Covariates include maternal age at delivery (years), maternal education at delivery (no high school diploma; high school diploma/equivalent; 1-3 years college; 4+ years college) and Medicaid delivery payment (no; yes), all of which were measured at the time of the older sibling’s delivery.

The spillover coefficient is the sum of the partial regression coefficients for the older sibling’s preterm birth indicator and the younger sibling’s preterm birth indicator. Assuming one-sided spillover as in Figure 1A, this identifies the effect of a younger sibling’s preterm birth on the older sibling’s PALS-K score.

Abbreviations: ”CI” confidence interval; ”PALS-K” Phonological Awareness Literacy Screening-Kindergarten.

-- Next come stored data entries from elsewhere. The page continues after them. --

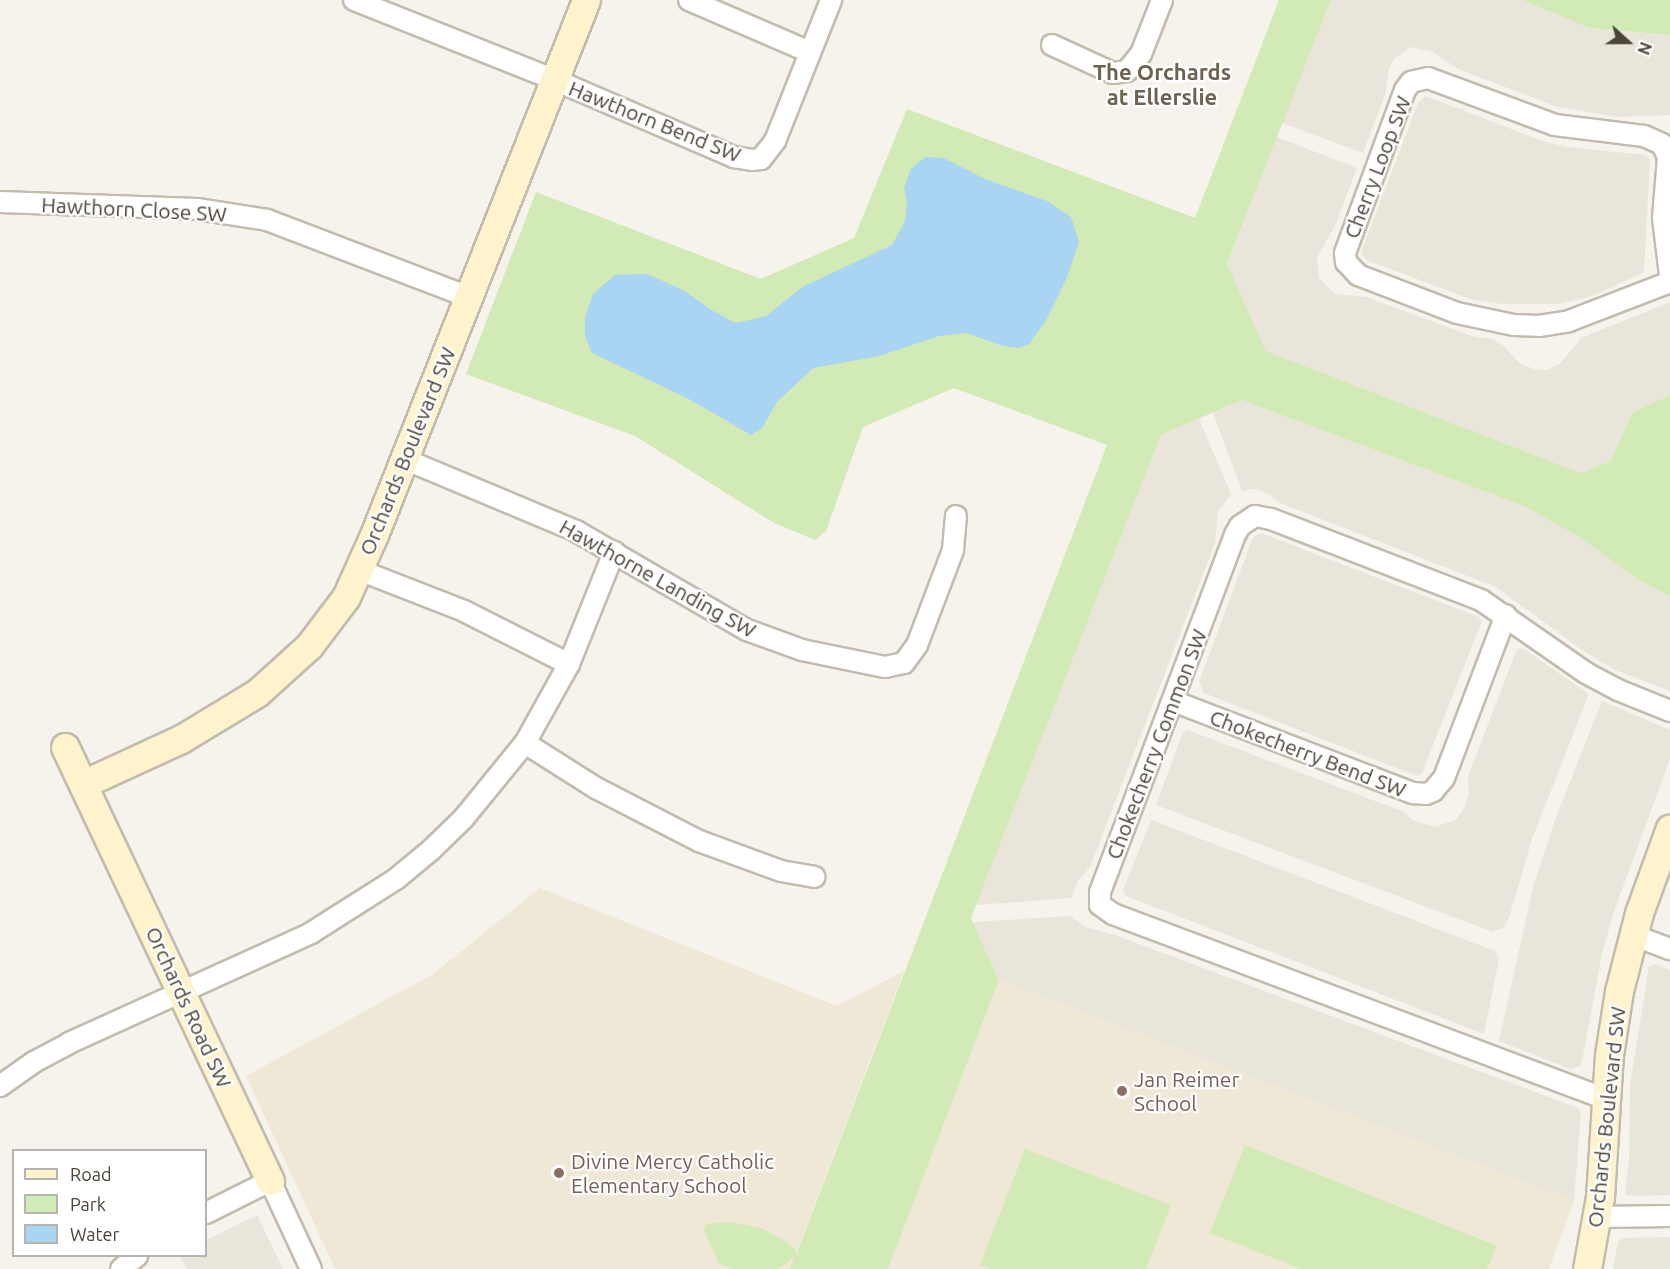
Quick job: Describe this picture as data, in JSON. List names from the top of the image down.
{
  "streets": {
    "street": [
      "Hawthorn Bend SW",
      "Cherry Loop SW",
      "Hawthorn Close SW",
      "Orchards Boulevard SW",
      "Hawthorne Landing SW",
      "Chokecherry Common SW",
      "Chokecherry Bend SW",
      "Orchards Road SW"
    ]
  },
  "crossings": [
    ["Hawthorn Bend SW", "Orchards Boulevard SW"],
    ["Hawthorn Close SW", "Orchards Boulevard SW"],
    ["Orchards Boulevard SW", "Hawthorne Landing SW"],
    ["Orchards Boulevard SW", "Chokecherry Common SW"],
    ["Orchards Boulevard SW", "Orchards Road SW"],
    ["Chokecherry Common SW", "Chokecherry Bend SW"]
  ],
  "districts": ["The Orchards at Ellerslie"],
  "places": ["Jan Reimer School", "Divine Mercy Catholic Elementary School"],
  "legend": ["Road", "Park", "Water"],
  "north": "right"
}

Figure 5. — A directed acyclic graph of the relationship between siblings’ preterm birth (gestational age <37 weeks) and their score on the Phonological Awareness Literacy Assessment-Kindergarten test with overlaid estimates. Subscripts i and j denote family and sibling, respectively, where j = 1 is the younger sibling and j = 2 is the older sibling. *PTB_ij* is a preterm birth indicator, *PALSK_ij* the test score, *D_i* is a gain-score, and *U_i* is an unobserved confounder. Greek letters denote effects, and θ and δ are estimated using gain-score regression.

DISCUSSION

We described a simple gain-score approach for identifying spillovers in linear models of sibling pairs. This method can point-identify spillovers if only one sibling’s exposure affects the other’s outcome, and it can identify the difference in siblings’ spillovers in the presence of two-sided spillover. The method leverages the primary benefit of FE estimation: controlling for family-level, sibling-invariant, unobserved confounding. Whereas preceding epidemiologic research on spillover identification primarily considered infectious diseases, our work contributes to the growing literature on spillovers within families.

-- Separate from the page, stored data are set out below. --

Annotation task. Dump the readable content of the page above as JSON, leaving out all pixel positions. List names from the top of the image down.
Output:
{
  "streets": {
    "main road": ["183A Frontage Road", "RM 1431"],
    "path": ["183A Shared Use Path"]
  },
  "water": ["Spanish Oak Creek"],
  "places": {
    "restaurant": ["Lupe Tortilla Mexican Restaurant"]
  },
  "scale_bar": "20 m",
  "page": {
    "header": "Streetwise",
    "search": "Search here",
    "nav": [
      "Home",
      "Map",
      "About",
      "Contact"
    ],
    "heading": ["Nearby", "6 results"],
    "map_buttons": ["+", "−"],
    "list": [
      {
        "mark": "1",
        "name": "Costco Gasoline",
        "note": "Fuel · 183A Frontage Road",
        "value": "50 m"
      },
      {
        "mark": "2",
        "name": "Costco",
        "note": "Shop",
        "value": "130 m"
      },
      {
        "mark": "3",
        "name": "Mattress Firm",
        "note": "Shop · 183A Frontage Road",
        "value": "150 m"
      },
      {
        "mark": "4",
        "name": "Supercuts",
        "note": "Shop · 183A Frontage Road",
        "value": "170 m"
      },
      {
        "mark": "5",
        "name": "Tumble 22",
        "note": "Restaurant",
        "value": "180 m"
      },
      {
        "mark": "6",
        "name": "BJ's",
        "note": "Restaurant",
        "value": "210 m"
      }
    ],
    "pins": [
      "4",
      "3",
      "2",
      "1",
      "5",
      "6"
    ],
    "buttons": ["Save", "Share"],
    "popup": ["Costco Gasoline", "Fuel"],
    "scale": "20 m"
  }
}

We acknowledge some limitations. First, we restricted our attention to linear models. This method does not necessarily apply to other settings, such as models with binary outcomes (see Sjölander et al. [2016] for binary outcomes in our Figure 1A [3]). Second, we accepted conventional FE assumptions, which include equal effects of the unobservables on siblings’ outcomes and a constant spillover effect that does not vary by characteristics, such as siblings’ age difference. Deviation from these assumptions may induce bias [3, 37, 38]. Third, we did not consider families of three or more siblings. Spillovers that originate from larger sibships may pose unique challenges that are unaddressed here—for example, whether one can identify the effect of a middle child's exposure on the youngest sibling's outcome if an eldest sibling's exposure affects all siblings' outcomes. Lastly, we did not investigate spillover in the presence of shared mediator or collider variables. Sjölander and Zetterqvist (2017) interrogated sibling comparison models with shared mediators and colliders, finding that such factors may induce bias [49].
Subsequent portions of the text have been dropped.